Our data suggests a clear statistically significant association between ADRD and ACI, given low serum iron and TIBC levels, elevated serum ferritin with normal vitamin B12 and folic acid level in ADRD group. We did not find statistical association between HgbA1C and anemia in the ADRD group, which excluded DM as the cause of ACI. Serum creatinine also was not found to be clinically substantial, which precludes CKD as contributor of ACI. These findings suggest that there may be an independent association between ADRD and ACI.

Anemia and ADRD

Preliminary reports of a possible association between anemia and ADRD emerged in late 20th century, and later has been strongly supported by large prospective and retrospective studies [7, 8, 14–17]. In a prospective study from Hong et al., presence of anemia was associated with developing of ADRD (HR = 1.64; 95% CI: 1.30–2.07) [8]. This association was confirmed with another prospective study by Atti et al., demonstrating a two-fold increase in incidence of dementia in patients with anemia within 3 years after adjusting for confounders like inflammation, malnutrition and chronic disease (HR 1.6, 95% CI: 1.1–2.4) [15]. A large retrospective study by Jeong et al. enrolled 37,900 persons and found significant association between anemia and ADRD (HR 1.24; 95% CI: 1.02–1.51), and interestingly, hazard ratio (HR) increased to 5.7 (95% CI: 1.84–17.81) for patients with severe anemia [7]. Despite the strong evidence of the general association, the relationship between anemia subtypes and ADRD has remained largely undefined, which could limit further research for potential treatment options.

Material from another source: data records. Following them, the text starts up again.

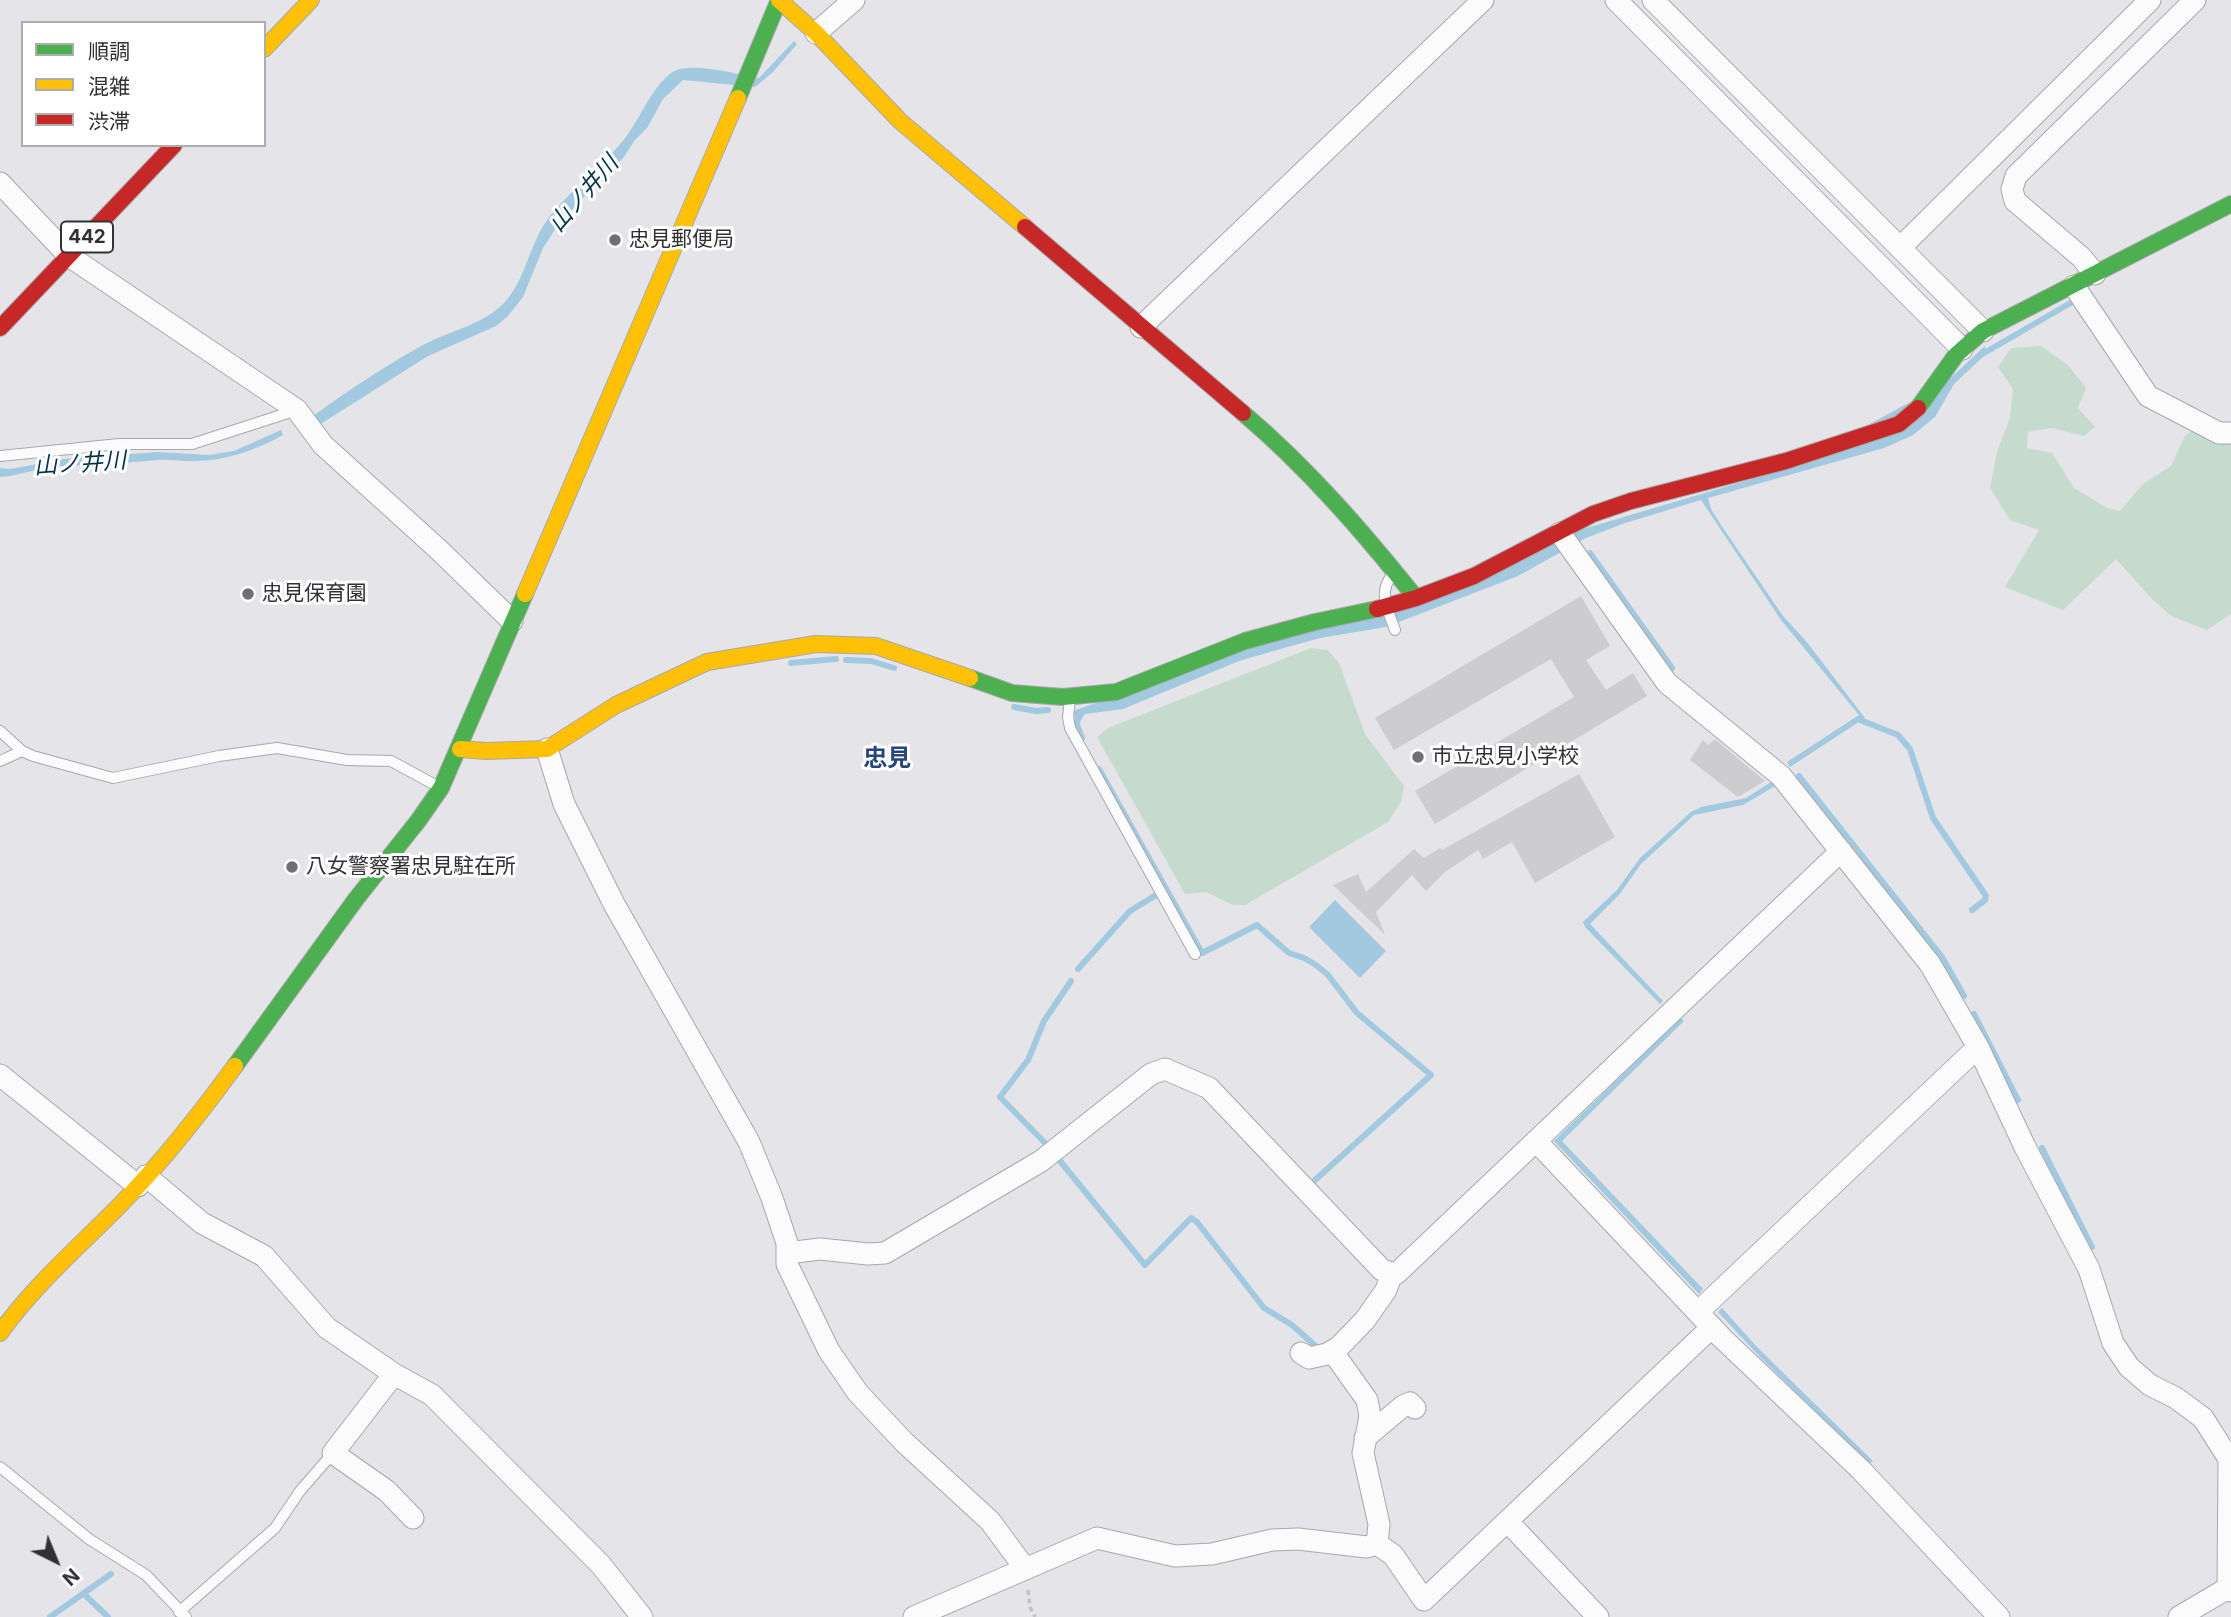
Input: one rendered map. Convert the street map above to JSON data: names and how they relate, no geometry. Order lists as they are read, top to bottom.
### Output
{
  "streets": {
    "main road": ["442"]
  },
  "districts": ["忠見"],
  "water": ["山ノ井川"],
  "places": [
    "忠見郵便局",
    "忠見保育園",
    "市立忠見小学校",
    "八女警察署忠見駐在所"
  ],
  "legend": ["順調", "混雑", "渋滞"],
  "north": "bottom right"
}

Smaller studies examining single subtypes of anemia have also been presented. A case-control study from Chung at el. found an association between IDA and ADRD in females (OR 2.02, CI: 1.43–2.84), but interestingly, no association was found in the male population [18]. The study did not investigate an association between other types of anemia aside of IDA. Weuve et al. investigated the association between ADRD and anemia with an elevated RDW, which is usually associated with both IDA and ACI; however, no statistically significant difference was found (OR, 0.99; 95% CI: 0.86–1.18) [19]. In a retrospective study by Faux et al. an Australian Imaging, Biomarkers and Lifestyle (AIBL) cohort was used to investigate an association between anemia and dementia in an Alzheimer’s population. The study included 211 patients with AD, 133 patients with mild cognitive impairment and 768 healthy adults [9, 20]. This study again showed a strong association between anemia and ADRD (OR 2.43, CI: 1.31–4.54), but more importantly, it was the first study which investigated a possible association between ADRD and certain types of anemia. No statistically significant differences were found between serum vitamin B12, folic acid, serum Cr, blood urea nitrogen, and haptoglobin, which did not support an association ADRD with some subtypes of anemia such as vitamin B12 and folic acid deficiency anemia, hemolytic anemia, and anemia of CKD. Serum iron level was normal in both groups, and ferritin was elevated in ADRD group (p = 0.004), which does not support association of IDA and ADRD. Anemia of chronic inflammation was considered by authors as candidate for association, based on high ferritin and erythrocyte sedimentation rate (ESR) (p = 0.006), but rejected based on absence of statistically significant differences in serum iron, TIBC, transferrin saturation, and interleukin-6.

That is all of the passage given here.